Steve had known it would be hard to draw the temporary boundary, but Soda's desperation magnified the difficulty. He also felt desperate himself, but that was because he feared more conflicts like this one could render their friendship unfixable. "Buddy, you are. And I won't stop talking to you. You're still my best friend, and this is me trying to keep it that way. Think of it as us taking a break from the subject of my abuse. 'Cause something happened in both of us yesterday. Not just you. Me too."

"But what do you think it was? I mean, I know I got overwhelmed and lashed out with the first thing that came into my head, but what happened with you?"

"Well, other than how I reacted to the pain from what you said," Steve saw Soda outwardly wince, the movement leading him to lay a hand on his friend's cheek. "I'm not trying to make you feel worse. I'm just being candid because I think it's what we need."

Soda wasn't sure which he preferred, the Steve whose hurt and anger remained clear or this one, the Steve who still looked at him as if he'd move Heaven and Earth to help him heal. "Okay. I want to hear you out real bad. Please keep going."

Steve waited a moment, feeling Soda tremble as his palm continued to rest right where tears had fallen, knowing their faces and demeanors were a matching set right now. "Other than that reaction, I was already coming apart in some ways. You heard and saw it. I was too tough on you out on the porch before you talked to Penny. We mended that fast, yeah, but I was also saying shit that popped into my head. And it's just because I've been so self-conscious. I feel like this whole thing about me almost getting raped-" Steve paused when he saw Soda wince again, noticing it was closer to a flinch this time around. "Come here, man."

At those words, Soda felt Steve pull him in tight once more, the gentle way his friend held him a reminder of what he had thought he'd lost. "I'm sorry.

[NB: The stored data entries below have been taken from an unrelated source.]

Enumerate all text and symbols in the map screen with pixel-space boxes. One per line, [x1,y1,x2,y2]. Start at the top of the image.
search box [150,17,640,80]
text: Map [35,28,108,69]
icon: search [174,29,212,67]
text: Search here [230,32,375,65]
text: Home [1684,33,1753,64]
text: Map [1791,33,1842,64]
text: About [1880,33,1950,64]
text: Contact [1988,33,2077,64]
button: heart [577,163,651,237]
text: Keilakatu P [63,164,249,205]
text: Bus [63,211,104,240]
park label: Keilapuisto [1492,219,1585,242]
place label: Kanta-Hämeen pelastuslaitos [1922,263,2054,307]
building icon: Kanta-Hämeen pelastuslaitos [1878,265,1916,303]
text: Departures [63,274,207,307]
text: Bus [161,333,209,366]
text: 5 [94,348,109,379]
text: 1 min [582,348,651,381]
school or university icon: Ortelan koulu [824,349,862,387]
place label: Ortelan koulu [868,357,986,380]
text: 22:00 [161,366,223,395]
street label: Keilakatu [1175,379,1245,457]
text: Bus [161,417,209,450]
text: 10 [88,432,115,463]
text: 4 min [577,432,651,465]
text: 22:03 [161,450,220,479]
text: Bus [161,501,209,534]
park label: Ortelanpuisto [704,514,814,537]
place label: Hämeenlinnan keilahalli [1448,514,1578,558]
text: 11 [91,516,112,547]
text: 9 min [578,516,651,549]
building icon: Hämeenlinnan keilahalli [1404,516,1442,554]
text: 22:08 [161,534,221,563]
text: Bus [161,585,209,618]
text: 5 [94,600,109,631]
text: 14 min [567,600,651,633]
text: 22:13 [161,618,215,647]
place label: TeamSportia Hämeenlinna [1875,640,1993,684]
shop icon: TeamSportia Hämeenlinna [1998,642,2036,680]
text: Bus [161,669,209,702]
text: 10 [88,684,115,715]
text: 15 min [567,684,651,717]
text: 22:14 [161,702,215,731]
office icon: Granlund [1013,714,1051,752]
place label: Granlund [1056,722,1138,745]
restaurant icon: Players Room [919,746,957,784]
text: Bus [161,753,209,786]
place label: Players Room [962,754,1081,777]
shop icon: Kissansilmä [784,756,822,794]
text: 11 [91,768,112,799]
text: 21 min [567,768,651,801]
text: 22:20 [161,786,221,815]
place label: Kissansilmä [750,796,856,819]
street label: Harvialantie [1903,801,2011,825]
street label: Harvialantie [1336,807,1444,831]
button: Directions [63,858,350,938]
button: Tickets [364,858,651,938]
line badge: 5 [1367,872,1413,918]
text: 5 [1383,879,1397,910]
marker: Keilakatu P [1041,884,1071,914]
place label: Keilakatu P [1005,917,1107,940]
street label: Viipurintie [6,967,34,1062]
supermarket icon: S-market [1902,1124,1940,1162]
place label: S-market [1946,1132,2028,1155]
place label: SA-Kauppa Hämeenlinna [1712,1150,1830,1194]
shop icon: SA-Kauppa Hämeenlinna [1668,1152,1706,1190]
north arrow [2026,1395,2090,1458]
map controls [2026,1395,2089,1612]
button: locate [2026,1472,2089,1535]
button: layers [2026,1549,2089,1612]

I don't know why I'm like this. I don't know why-"

"Shh. I've got you, brother, and that's enough apologies." Steve had readily appreciated Soda's apparent fear and guilt upon hearing him express them at the DX, but observing how the feelings didn't seem to be losing their edge brought out the gravity of the situation. "We're okay. Like I've said, we'll work it out. I completely forgive you, buddy, and I'm not going anywhere."

"I really was tryin' to let you talk. I don't mean to be all jumpy. I just hate rememberin' what I said and what happened to you."

"I know. I can tell, man." Steve rubbed Soda's back as he rocked him, mindful of how they both likely needed some closeness to go along with the parts of resolution that would hurt more before they got better. "I was about to say that I think the subject of how bad things could've been for me was too much of a burden on our friendship. One that we've had a hard time carrying."

"I didn't think anything could be too much for us, Stevie."

"Me neither. But it was. It is. Maybe the timing was just shitty 'cause of it being September and Penny leaving for school too, but it's still the reality."

Soda absorbed what Steve was so lovingly giving him, the combination of solace and sincerity helping to absolve him at a time when it felt like that would be an impossible triumph. "So you're not blamin' me?"

"No. 'Cause I think you're doing enough of that on your own." Steve moved a hand up to stroke Soda's head, the tender feelings he'd claimed to hate before now a soothing presence. "So, for both our sakes, we'll just not talk about my memories of the abuse for some time. But it's okay, and it doesn't mean anything else about where we stand with each other. I'm not holding what happened against you. I'm only trying to protect us, all right?"

"It feels like you're punishing me."

"No. Not at all. I'd never do that, brother." Steve laid his head against Soda's, all words ceasing as they allowed silence to reign, the man who'd been so blindsided by hurt now only focused on showing his best friend mercy.


"You really shouldn't be doing that, Ponyboy. It's rude and disrespectful."

Pony ignored Darry's warning at first and pressed his ear to their middle brother's bedroom door. Realizing he could only hear muffled voices and the occasional sniffle, he moved away. "I just want to know if they're okay."

Darry wondered the same thing himself, the sight of Steve's car in the driveway and Soda's closed door enough to tell them at least part of the current scenario. "But they obviously want whatever is going on in there to be private, so we can't intrude on that."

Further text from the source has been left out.